Throgs were predators, living on the loot they garnered. As yet, mankind had not been able to discover whether they did indeed swarm from any home world. Perhaps they lived eternally on board their plate ships with no permanent base, forced into a wandering life by the destruction of the planet on which they had originally been spawned. But they were raiders now, laying waste defenseless worlds, picking up the wealth of shattered cities in which no native life remained. And their hidden temporary bases were looped about the galaxy, their need for worlds with an atmosphere similar to Terra's as necessary as that of man. For in spite of their grotesque insectile bodies, their wholly alien minds, the Throgs were warm-blooded, oxygen-breathing creatures.
After the first few clashes the early Terran explorers had endeavored to promote a truce between the species, only to discover that between Throg and man there appeared to be no meeting ground at all—total differences of mental processes producing insurmountable misunderstanding. There was simply no point of communication. So the Terrans had suffered one smarting defeat after another until they perfected the grid.

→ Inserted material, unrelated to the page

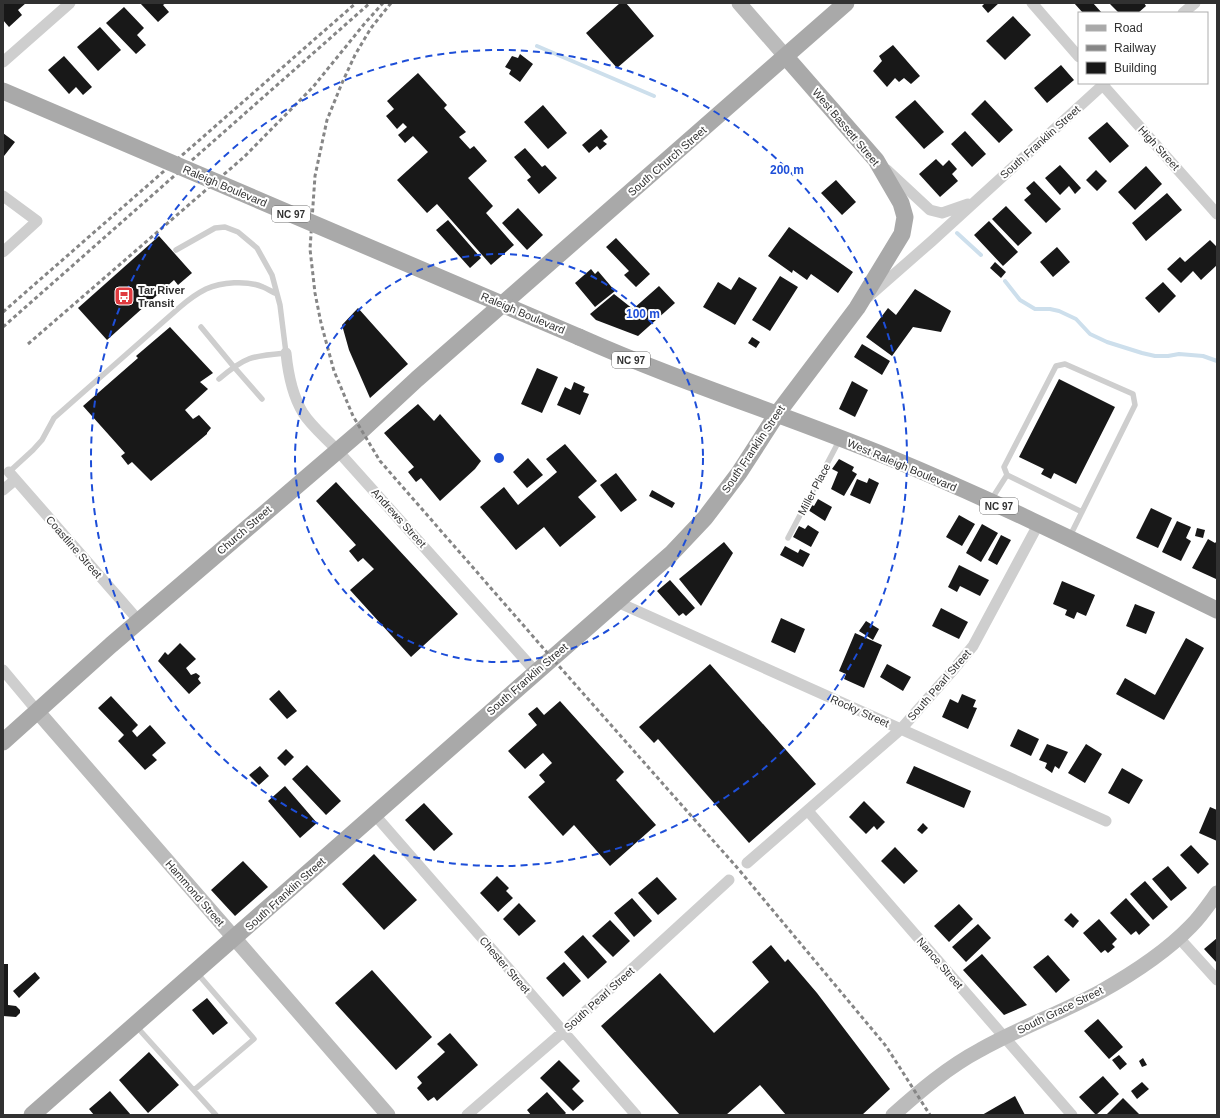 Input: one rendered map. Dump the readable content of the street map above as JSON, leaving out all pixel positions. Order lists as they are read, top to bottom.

And now their colonies were safe, at least when time worked in their favor.
It had not on Warlock.
A last vivid lash of red cracked over the huddle of domes in the valley. Shann blinked, half blinded by that glare. His jaws ached as he unclenched his teeth. That was the finish. Breathing raggedly, he raised his head, beginning to realize that he was the only one of his kind left alive on a none-too-hospitable world controlled by enemies—without shelter or supplies.
He edged back into the narrow cleft which was the entrance to the ledge. As a representative of his species he was not impressive, and now with those shudders he could not master, shaking his thin body, he looked even smaller and more vulnerable. Shann drew his knees up close under his chin. The hood of his woodsman's jacket was pushed back in spite of the chill of the morning, and he wiped the back of his hand across his lips and chin in an oddly childish gesture.
None of the men below who had been alive only minutes earlier had been close friends of his; Shann had never known anyone but acquaintances in his short, roving life. Most people had ignored him completely except to give orders, and one or two had been actively malicious—like Garth Thorvald. Shann grimaced at a certain recent memory, and then that grimace faded into wonder. If young Thorvald hadn't purposefully tried to get Shann into trouble by opening the wolverines' cage, Shann wouldn't be here now—alive and safe for a time—he'd have been down there with the others.
The wolverines! For the first time since Shann had heard the crackle of the Throg attack he remembered the reason he had been heading into the hills. Of all the men on the Survey team, Shann Lantee had been the least important. The dirty, tedious clean-up jobs, the dull routines which required no technical training but which had to be performed to keep the camp functioning comfortably, those had been his portion. And he had accepted that status willingly, just to have a chance to be included among Survey personnel. Not that he had the slightest hope of climbing up to even an S-E-Three rating in the service.
Part of those menial activities had been to clean the animal cages. And there Shann Lantee had found something new, something so absorbing that most of the tiring dull labor had ceased to exist except as tasks to finish before he could return to the fascination of the animal runs.